So I start debugging, right?  I start backing out changes bit by bit.  I removed the Aurora module completely.  I backed out several hours worth of changes.  It became clear that the tfstate file must be “poisoned” in some way, so  I disabled remote state storage and starting performing surgery on the local tfstate file, extracting all the Aurora references and anything else I could think of, just trying to get tf plan to run without crashing.

What was especially crazy-making was the fact that I could apply *any* of the modules or resources to *any* of the environments independently.  For example:

 $ for n in modules/* ; do terraform plan -target=module.staging_$n ; done

… would totally work!  But “terraform plan” in the top level directory took a giant dump.

I stabbed at this a bunch of different ways.  I scrolled through a bunch of 100k line crash logs and grepped around for things like “ERROR”.  I straced the terraform runs, I deconstructed tens of thousands of lines of tfstates.  I spent far too much time investigating the resources that were reporting “errors” at the end of the run, which — spoiler alert — are a total red herring.  Stuff like this —

 15 module.staging_vpc.aws_eip.nat_eip.0: Refreshing state... (ID: eipalloc-bd6987da)
 16 Error refreshing state: 34 error(s) occurred:
 17 
 18 * aws_s3_bucket.hound-terraform-state: unexpected EOF
 19 * aws_rds_cluster_instance.aurora_instances.0: unexpected EOF
 20 * aws_s3_bucket.hound-deploy-artifacts: unexpected EOF
 21 * aws_route53_record.aurora_rds: connection is shut down

It’s all totally irrelevant, disregard.

It’s like 5 am by this point which is why I feel only slightly less fucking retarded about the fact that @stack72 had to gently point out that all you have to do is find the “panic” in the crash log, because terraform is written in Go so OF COURSE THERE IS A PANIC buried somewhere in all that dependency graph spew.  God, I felt like such an idiot.

The painful recovery

I spent several hours trying to figure out how to recover gracefully by isolating and removing whatever was poisoned in my state.  Unfortunately, some of the techniques I used to try and systematically validate individual components or try to narrow down the scope of the problem ended up making things much, much worse.

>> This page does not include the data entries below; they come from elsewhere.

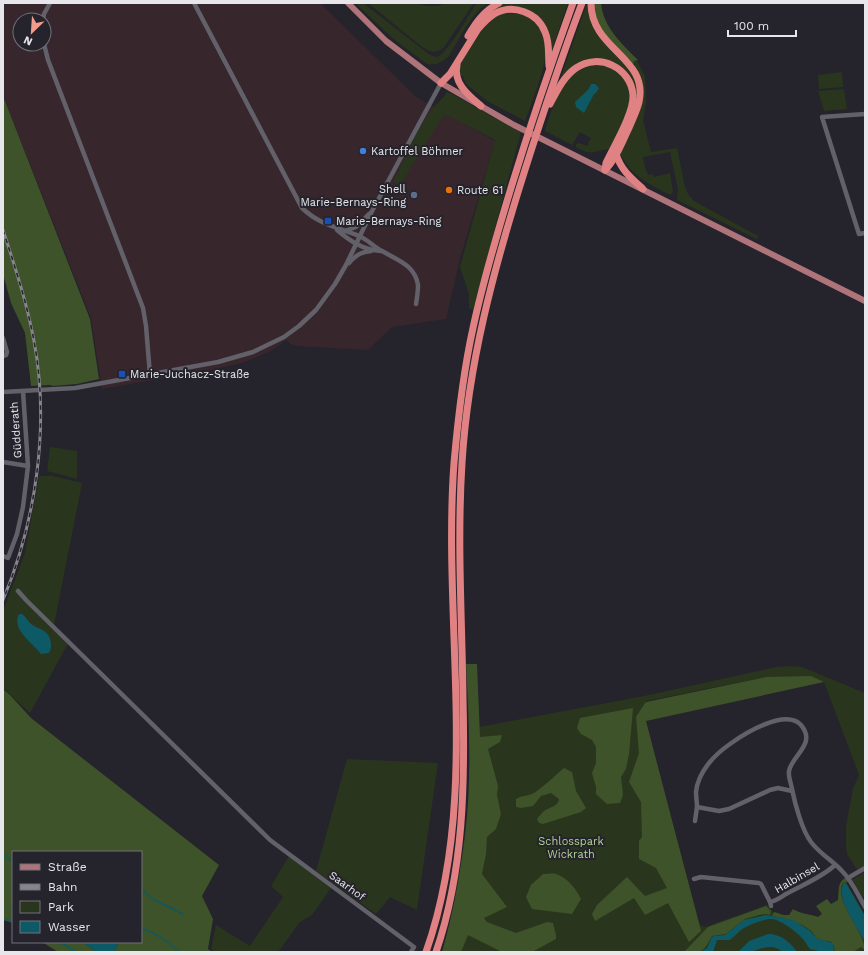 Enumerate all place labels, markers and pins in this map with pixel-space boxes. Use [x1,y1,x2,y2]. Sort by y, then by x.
place label: Kartoffel Böhmer [371,145,464,158]
marker: Kartoffel Böhmer [358,146,368,156]
place label: Shell Marie-Bernays-Ring [301,183,407,209]
place label: Route 61 [457,184,503,197]
marker: Route 61 [444,185,454,195]
marker: Shell Marie-Bernays-Ring [409,190,419,200]
place label: Marie-Bernays-Ring [336,215,442,228]
marker: Marie-Bernays-Ring [323,216,333,226]
place label: Marie-Juchacz-Straße [130,368,249,381]
marker: Marie-Juchacz-Straße [117,369,127,379]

For example: applying individual modules (“terraform apply -target={module}”) can be extremely problematic.  I haven’t been able to get an exact repro yet, but it seems to play out something like this: if you’re applying a module that depends on other resources that get dynamically generated and passed into it, but you aren’t applying the modules that do that work in the same run, terraform will sometimes just create them again.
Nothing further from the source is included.